Single by Kodak Black featuring Lil Wayne

from the album Project Baby 2: All Grown Up and Heart Break Kodak
- Released: November 24, 2017
- Length: 4:24
- Label: Atlantic
- Songwriters: Dieuson Octave; Benjamin Diehl; Marco Rodriguez-Diaz; Ian Lewis; Dwayne Carter;
- Producers: Ben Billions; Infamous; Schife;

Kodak Black singles chronology
| "Halloween" (2017) | "Codeine Dreaming" (2017) | "My Dawg (Remix)" (2017) |

Lil Wayne singles chronology
| "Like a Man" (2017) | "Codeine Dreaming" (2017) | "Rich Sex" (2018) |

= Codeine Dreaming =

2017 single by Kodak Black featuring Lil Wayne

"Codeine Dreaming" is a song by the American rapper Kodak Black featuring fellow American rapper Lil Wayne.
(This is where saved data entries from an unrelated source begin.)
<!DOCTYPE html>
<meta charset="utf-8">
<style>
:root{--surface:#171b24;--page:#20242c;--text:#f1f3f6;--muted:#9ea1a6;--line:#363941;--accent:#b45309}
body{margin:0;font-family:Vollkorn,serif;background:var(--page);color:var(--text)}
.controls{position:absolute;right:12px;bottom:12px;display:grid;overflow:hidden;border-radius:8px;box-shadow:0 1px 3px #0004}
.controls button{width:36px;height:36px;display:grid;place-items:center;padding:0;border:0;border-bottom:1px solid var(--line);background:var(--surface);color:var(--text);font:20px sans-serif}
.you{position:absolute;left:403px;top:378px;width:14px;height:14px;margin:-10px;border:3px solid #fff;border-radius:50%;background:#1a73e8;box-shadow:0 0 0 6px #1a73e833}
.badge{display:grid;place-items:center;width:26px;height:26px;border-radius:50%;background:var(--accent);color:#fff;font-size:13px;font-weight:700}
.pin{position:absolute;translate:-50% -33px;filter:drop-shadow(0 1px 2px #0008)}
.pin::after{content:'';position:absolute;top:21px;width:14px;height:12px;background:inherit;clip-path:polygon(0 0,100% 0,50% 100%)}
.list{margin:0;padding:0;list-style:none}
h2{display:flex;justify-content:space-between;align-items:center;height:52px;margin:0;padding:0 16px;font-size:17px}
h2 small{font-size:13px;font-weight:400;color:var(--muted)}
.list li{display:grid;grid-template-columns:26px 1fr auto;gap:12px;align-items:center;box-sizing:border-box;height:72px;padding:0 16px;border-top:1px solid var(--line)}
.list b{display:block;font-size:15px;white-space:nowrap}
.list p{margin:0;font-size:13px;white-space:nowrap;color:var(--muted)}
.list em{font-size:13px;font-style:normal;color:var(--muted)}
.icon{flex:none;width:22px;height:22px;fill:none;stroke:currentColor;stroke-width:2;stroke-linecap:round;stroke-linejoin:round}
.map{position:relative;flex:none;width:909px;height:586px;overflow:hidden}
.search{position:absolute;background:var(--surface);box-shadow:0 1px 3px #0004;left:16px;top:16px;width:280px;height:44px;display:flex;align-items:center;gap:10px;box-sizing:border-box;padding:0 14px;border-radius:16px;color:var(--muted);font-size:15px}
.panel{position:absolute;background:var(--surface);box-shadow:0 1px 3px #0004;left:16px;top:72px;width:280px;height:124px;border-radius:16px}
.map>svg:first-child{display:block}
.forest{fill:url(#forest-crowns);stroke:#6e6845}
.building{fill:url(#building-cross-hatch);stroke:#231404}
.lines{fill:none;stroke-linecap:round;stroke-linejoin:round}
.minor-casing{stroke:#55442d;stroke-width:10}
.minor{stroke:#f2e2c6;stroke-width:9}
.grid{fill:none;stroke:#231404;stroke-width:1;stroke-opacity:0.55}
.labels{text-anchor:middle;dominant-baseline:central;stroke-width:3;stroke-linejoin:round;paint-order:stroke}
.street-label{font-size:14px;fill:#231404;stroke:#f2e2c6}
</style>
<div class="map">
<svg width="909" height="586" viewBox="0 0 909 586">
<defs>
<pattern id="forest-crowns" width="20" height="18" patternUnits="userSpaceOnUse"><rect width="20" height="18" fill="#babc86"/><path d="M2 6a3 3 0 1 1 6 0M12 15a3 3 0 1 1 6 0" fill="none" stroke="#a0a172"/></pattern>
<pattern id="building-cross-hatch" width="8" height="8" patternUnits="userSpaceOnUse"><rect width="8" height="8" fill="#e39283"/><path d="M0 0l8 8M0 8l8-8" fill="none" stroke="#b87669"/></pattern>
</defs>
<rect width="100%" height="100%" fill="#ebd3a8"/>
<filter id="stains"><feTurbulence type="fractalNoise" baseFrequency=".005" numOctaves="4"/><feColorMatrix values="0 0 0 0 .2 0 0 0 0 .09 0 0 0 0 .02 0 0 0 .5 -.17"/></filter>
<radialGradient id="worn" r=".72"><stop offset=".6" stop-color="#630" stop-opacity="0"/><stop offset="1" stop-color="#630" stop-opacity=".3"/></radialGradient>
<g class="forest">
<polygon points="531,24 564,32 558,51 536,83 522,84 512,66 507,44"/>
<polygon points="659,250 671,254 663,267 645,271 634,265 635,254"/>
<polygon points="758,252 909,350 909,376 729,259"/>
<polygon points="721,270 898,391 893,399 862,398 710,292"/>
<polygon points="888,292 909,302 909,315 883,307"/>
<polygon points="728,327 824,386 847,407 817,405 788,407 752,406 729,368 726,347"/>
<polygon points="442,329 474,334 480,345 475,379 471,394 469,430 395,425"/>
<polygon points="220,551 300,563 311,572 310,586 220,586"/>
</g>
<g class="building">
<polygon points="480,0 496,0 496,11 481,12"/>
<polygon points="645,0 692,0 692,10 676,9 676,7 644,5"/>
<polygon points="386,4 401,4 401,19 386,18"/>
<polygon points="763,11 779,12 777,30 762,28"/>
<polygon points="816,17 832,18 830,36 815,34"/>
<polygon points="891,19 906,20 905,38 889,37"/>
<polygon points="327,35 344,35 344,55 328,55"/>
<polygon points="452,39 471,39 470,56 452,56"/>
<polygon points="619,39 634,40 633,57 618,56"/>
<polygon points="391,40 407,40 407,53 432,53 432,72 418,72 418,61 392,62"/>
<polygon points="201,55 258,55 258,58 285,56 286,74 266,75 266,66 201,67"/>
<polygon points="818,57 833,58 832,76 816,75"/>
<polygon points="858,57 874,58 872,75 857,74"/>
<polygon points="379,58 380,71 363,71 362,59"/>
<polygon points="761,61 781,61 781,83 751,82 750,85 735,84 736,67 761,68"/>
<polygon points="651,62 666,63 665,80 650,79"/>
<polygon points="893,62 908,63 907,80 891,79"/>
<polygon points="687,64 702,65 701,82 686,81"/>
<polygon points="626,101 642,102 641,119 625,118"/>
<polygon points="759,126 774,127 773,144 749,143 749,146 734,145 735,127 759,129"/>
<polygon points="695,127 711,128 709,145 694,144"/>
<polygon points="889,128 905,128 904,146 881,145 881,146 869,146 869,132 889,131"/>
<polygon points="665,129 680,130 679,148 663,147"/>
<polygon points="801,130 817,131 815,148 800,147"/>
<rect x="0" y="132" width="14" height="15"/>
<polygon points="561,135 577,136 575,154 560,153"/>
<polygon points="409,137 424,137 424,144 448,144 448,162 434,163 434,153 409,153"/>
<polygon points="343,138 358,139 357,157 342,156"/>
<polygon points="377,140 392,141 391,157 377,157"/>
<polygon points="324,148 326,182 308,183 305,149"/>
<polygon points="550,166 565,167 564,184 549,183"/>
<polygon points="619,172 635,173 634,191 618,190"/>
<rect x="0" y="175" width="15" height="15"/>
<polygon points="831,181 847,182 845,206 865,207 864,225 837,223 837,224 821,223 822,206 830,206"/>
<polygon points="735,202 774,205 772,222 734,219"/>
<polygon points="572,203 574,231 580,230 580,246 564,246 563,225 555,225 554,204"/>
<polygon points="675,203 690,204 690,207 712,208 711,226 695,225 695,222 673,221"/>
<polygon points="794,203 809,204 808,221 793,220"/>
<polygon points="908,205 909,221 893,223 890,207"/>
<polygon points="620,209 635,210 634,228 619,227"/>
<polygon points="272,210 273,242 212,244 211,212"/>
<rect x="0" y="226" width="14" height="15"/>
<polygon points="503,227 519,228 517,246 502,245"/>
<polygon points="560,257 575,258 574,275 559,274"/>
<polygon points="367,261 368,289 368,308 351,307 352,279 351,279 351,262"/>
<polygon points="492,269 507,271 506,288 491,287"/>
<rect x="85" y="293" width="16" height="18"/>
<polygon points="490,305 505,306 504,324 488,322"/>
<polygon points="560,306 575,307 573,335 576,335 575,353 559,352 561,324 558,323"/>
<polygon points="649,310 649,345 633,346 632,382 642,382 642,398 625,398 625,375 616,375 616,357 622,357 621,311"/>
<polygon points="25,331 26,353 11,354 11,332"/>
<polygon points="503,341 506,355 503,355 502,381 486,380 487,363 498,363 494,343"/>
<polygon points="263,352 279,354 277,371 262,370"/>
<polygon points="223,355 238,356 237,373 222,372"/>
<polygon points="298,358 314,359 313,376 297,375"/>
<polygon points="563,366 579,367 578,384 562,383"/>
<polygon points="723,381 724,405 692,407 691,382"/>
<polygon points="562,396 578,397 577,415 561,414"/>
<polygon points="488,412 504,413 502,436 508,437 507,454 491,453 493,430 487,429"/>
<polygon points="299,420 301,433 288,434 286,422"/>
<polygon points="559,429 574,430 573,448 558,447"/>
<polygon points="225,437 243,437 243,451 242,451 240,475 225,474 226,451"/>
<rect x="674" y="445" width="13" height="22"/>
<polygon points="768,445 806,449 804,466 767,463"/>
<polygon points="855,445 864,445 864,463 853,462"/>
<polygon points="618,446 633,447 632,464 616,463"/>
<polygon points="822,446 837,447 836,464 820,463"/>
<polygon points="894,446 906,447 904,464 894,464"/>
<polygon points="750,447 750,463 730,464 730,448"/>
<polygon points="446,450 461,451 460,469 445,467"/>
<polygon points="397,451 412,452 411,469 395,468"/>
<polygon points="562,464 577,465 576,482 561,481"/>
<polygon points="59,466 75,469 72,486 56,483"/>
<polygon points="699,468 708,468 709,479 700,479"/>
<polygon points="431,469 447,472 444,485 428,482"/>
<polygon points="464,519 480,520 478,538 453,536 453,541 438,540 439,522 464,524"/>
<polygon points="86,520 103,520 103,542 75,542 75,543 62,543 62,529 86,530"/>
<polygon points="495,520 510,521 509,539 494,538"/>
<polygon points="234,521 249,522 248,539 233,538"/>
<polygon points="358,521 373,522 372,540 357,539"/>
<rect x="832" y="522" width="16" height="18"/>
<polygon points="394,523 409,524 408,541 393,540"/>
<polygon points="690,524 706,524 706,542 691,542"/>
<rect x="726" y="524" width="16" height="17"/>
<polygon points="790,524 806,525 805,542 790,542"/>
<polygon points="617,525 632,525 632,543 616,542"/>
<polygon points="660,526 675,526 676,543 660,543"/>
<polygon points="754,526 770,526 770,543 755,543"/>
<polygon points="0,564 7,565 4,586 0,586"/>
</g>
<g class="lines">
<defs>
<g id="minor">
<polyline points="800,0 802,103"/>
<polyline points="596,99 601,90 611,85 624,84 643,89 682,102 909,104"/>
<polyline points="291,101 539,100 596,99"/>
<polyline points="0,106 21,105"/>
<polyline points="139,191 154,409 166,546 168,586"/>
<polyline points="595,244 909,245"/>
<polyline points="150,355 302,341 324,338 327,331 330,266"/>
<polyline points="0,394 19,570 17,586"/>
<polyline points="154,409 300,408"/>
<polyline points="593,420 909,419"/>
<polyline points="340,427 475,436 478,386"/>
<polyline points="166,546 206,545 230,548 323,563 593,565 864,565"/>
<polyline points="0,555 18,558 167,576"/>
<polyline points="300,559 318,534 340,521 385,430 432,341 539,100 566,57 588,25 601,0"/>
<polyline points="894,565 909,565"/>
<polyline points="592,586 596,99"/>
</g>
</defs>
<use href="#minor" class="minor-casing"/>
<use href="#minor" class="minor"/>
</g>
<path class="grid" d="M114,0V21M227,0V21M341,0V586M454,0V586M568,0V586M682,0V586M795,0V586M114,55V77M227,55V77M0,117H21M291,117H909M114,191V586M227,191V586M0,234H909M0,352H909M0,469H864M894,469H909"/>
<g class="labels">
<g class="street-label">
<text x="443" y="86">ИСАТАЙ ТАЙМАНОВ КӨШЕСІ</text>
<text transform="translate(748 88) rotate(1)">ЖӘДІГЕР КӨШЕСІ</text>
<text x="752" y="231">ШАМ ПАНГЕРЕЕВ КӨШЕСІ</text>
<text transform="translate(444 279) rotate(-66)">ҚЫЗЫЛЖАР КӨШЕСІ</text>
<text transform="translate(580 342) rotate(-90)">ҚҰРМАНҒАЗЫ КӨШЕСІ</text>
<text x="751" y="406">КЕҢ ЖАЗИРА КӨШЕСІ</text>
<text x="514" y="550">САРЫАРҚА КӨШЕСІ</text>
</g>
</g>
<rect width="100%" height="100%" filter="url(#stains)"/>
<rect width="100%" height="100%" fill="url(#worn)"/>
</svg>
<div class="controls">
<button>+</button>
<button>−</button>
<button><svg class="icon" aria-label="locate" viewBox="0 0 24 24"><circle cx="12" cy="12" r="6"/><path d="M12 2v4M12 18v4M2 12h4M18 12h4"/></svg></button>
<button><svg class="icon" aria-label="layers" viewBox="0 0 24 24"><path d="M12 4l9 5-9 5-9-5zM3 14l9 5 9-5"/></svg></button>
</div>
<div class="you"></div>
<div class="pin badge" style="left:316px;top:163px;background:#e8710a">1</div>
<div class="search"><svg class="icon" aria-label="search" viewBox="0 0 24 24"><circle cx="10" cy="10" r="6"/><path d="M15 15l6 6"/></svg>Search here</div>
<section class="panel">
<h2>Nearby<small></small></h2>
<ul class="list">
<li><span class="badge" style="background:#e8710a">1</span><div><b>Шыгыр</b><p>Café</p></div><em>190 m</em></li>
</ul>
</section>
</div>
Released as a single on November 24, 2017, it appears on the deluxe version of the former's fifth mixtape Project Baby 2 (2017) and his seventh mixtape Heart Break Kodak (2018).

== Background and composition ==
Originally, Kodak Black wanted to recruit fellow American rapper Future on the track, as revealed on an Instagram live session.

The song revolves around Kodak and Lil Wayne getting high from codeine and other drugs. It jokes about dreaming and uses metaphors with space and planets. Black rhymes about Uranus, Saturn, Mercury and Neptune and likens himself to the character Jimmy Neutron. Wayne mentions going to Mars at one point.

== Charts ==
=== Weekly charts ===

| Chart (2017) | Peak position |
|---|---|
| Canada Hot 100 (Billboard) | 53 |
| Latvia (DigiTop100) | 61 |
| US Billboard Hot 100 | 52 |
| US Hot R&B/Hip-Hop Songs (Billboard) | 20 |

=== Year-end charts ===

| Chart (2018) | Position |
|---|---|
| US Hot R&B/Hip-Hop Songs (Billboard) | 84 |

== Certifications ==

| Region | Certification | Certified units/sales |
| New Zealand (RMNZ) | Gold | 15,000^{‡} |
| United States (RIAA) | 3× Platinum | 3,000,000^{‡} |
^{‡} Sales+streaming figures based on certification alone.